I’m of two minds on this. On the first mind, I think, even though I don’t drink much coffee, the cost/benefit ratio of quitting a daily coffee habit seems low. Assuming you incur no additional expenses (say, you cut out a $2 coffee every day and switch to tap water in a water bottle you already own), derive no additional benefit from your coffee than the actual coffee, invest that money and wait for it to grow, and there isn’t a market downturn, you can have, $55,000 over 40 years. But you had to make the choice 14,600 times (40*365, assuming that you are only tempted to get coffee once per day). You get a year of retirement savings after making 14,600 perfectly correct decisions.
This doesn’t seem like a bargain to me. It’s like saying – “here’s the secret to being healthy in old age – “Just say no every time you see something delicious you want to eat. Continue for 40 years.” I like to think I have a fair amount of willpower, but this coffee task seems daunting. And that’s to me – someone who can only physically handle one coffee per week.
On the other hand, no one deserves luxury.Let’s face it – the latte-a-day habit is something fairly new. The Starbucks-on-every-corner only happened in the 1990s.

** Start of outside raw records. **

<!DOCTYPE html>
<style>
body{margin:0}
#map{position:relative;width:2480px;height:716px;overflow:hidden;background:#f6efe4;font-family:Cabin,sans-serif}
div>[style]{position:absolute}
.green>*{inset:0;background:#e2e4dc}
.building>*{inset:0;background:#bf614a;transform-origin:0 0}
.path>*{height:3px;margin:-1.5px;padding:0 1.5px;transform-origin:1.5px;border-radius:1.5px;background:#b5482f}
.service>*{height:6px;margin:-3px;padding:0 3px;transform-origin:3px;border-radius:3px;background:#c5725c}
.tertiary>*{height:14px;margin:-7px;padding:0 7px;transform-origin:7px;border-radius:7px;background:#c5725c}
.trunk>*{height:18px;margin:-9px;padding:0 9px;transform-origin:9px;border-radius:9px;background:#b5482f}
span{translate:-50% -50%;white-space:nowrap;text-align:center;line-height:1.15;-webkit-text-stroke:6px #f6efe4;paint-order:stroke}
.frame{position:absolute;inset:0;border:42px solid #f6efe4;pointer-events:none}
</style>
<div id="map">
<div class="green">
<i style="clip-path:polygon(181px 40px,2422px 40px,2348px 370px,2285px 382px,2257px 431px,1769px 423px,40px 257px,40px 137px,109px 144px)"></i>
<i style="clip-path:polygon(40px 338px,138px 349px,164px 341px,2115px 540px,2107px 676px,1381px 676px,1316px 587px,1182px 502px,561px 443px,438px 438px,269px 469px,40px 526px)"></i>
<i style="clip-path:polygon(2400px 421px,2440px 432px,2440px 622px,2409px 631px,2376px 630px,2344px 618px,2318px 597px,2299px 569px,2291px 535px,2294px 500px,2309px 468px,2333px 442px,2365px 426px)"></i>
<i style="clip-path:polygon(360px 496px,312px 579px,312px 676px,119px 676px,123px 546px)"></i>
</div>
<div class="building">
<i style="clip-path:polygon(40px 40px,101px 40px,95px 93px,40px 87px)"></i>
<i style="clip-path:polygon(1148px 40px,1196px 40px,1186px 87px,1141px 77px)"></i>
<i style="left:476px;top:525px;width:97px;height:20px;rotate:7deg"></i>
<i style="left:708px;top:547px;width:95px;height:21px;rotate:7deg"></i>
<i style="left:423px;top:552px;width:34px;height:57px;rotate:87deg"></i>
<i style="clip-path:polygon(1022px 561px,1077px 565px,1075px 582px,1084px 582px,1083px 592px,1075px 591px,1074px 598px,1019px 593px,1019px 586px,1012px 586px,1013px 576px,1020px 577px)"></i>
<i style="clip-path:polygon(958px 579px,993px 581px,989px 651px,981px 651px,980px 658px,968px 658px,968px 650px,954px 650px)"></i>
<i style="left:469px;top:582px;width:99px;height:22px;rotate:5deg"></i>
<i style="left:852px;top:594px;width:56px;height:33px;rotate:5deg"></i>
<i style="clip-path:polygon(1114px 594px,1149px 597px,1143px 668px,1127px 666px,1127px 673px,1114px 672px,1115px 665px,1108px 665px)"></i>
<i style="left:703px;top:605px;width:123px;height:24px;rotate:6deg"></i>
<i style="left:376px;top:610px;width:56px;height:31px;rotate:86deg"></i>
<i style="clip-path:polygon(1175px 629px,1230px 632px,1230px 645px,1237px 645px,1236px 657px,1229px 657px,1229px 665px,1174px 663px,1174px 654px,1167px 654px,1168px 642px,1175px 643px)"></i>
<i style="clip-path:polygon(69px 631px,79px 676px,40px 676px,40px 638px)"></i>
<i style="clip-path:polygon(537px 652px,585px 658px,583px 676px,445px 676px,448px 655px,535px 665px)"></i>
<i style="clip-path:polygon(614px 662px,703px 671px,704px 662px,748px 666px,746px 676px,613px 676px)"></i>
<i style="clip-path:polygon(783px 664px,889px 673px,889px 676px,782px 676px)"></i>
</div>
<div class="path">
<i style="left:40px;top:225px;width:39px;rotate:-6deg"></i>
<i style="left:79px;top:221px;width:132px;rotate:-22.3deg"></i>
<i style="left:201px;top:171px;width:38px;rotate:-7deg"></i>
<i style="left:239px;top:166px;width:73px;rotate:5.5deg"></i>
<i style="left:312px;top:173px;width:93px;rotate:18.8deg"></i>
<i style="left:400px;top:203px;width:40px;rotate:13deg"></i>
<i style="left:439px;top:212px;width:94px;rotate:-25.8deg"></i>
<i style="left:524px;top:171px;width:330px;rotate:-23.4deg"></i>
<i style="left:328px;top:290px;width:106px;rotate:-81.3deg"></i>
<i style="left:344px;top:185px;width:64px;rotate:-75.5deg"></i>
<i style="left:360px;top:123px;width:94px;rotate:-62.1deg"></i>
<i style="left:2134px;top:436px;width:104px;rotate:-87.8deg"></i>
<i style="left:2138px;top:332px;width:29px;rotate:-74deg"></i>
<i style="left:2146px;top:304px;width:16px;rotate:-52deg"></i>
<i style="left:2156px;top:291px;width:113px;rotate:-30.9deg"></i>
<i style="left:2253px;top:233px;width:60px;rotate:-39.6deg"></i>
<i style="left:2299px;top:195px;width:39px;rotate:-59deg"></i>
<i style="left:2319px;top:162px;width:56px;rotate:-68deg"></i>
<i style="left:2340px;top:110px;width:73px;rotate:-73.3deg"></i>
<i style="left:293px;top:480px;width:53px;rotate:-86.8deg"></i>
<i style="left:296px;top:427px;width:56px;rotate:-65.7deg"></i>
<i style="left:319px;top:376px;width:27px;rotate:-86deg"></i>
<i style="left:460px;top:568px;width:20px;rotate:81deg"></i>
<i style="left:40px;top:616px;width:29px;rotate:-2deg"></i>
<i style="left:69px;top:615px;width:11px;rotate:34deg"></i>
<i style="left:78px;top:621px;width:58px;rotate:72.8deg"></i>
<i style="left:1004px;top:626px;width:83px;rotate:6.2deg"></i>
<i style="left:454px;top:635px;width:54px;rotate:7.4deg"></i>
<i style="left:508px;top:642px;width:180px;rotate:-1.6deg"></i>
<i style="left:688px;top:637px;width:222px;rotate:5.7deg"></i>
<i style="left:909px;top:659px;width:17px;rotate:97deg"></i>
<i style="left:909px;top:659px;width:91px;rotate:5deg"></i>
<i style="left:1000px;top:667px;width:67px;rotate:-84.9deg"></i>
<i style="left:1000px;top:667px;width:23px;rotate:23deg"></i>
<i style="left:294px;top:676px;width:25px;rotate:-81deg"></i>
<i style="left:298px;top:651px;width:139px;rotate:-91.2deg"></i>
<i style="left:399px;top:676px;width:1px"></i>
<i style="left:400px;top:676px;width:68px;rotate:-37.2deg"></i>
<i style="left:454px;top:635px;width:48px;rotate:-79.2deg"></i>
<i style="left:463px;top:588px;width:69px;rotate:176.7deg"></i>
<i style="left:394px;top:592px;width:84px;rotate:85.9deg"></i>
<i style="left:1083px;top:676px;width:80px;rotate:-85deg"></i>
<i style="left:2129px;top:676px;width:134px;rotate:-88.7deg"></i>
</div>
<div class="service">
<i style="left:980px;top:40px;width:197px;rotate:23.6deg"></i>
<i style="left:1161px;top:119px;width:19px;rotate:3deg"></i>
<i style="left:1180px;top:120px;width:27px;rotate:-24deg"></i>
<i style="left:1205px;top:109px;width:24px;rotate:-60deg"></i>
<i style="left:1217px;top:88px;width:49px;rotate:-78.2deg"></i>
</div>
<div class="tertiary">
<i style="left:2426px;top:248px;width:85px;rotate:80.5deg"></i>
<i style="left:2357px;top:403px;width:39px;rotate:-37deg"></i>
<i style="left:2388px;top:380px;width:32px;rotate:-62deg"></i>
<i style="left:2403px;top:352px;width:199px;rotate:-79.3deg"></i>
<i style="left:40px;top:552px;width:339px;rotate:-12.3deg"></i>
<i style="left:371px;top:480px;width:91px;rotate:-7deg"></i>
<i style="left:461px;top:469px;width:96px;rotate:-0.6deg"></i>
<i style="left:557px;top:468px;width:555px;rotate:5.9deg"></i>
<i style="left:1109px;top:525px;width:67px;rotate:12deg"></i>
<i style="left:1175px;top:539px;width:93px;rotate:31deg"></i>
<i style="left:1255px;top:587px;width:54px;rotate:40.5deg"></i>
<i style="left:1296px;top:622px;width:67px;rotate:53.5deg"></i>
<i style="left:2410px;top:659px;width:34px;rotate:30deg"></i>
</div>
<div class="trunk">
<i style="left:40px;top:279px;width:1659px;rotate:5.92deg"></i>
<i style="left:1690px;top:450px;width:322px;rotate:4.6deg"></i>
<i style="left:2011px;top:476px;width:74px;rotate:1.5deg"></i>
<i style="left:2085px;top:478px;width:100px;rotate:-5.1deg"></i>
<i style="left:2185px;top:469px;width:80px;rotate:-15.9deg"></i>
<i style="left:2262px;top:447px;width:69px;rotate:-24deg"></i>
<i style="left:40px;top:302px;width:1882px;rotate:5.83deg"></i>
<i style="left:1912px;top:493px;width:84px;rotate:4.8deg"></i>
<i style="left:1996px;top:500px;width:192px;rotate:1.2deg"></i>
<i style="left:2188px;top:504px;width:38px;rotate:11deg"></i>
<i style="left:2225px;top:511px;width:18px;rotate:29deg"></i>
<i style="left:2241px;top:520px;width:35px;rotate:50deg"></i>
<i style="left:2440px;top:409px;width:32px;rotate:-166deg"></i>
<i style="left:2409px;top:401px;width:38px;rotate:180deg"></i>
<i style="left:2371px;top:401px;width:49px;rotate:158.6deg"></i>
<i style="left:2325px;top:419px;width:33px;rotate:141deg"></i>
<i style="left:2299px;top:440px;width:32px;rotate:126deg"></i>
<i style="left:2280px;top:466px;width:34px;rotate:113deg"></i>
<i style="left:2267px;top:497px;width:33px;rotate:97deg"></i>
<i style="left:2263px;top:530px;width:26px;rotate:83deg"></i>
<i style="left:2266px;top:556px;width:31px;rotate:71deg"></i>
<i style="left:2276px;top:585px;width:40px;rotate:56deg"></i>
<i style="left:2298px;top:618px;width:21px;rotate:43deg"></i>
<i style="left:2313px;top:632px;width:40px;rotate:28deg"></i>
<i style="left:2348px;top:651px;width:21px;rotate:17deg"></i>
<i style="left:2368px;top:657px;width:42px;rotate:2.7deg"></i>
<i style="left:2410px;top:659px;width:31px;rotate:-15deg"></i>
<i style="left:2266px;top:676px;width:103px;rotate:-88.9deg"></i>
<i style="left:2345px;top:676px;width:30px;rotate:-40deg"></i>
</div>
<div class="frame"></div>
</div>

I remember, in the 90s, the news stories about the outrageous prices people were paying for coffee. Now, the prices and the habits have become commonplace.
What I’ve realized after being a frugal saver ever since my first job, is that these small expenses don’t matter to me. A daily $4 coffee, a $10 Uber, even a $500 airplane change ticket – none of these will affect my day-to-day. They don’t affect my savings. They don’t change my plans for retirement. They don’t register on my net worth. When I was starting out, they certainly would have. But I’ve achieved a level of financial security where I don’t have to worry about these amounts.
However, this might be different for you. If this sum of money is significant to you, then you shouldn’t fritter it away on coffee. Even if we assume that all the studies about the health benefits of coffee are 100% true and there are no downsides, no one needs coffee, and certainly no one needs it in a to-go cup everyday. So if you’re already scrimping and saving on the big things – housing, education, food, transportation, etc., and you are still struggling with money – and the amount of money you spend on coffee is a factor in your budget – then cut out the coffee.
I don’t think of this as the “latte factor” because overall, I think attacking a part of your budget that will yield such small results seems pointless, but the “latte spectrum.” Don’t spend on luxuries, even little ones, until you can afford them, but when you can afford them, don’t sweat the small stuff.
I think when you can enjoy your little luxuries without worrying about the cost, they’ll become even more luxurious, and you’ll appreciate them more because you will remember a time when you couldn’t have them.
What do you think of the latte factor? Is it worth it to you?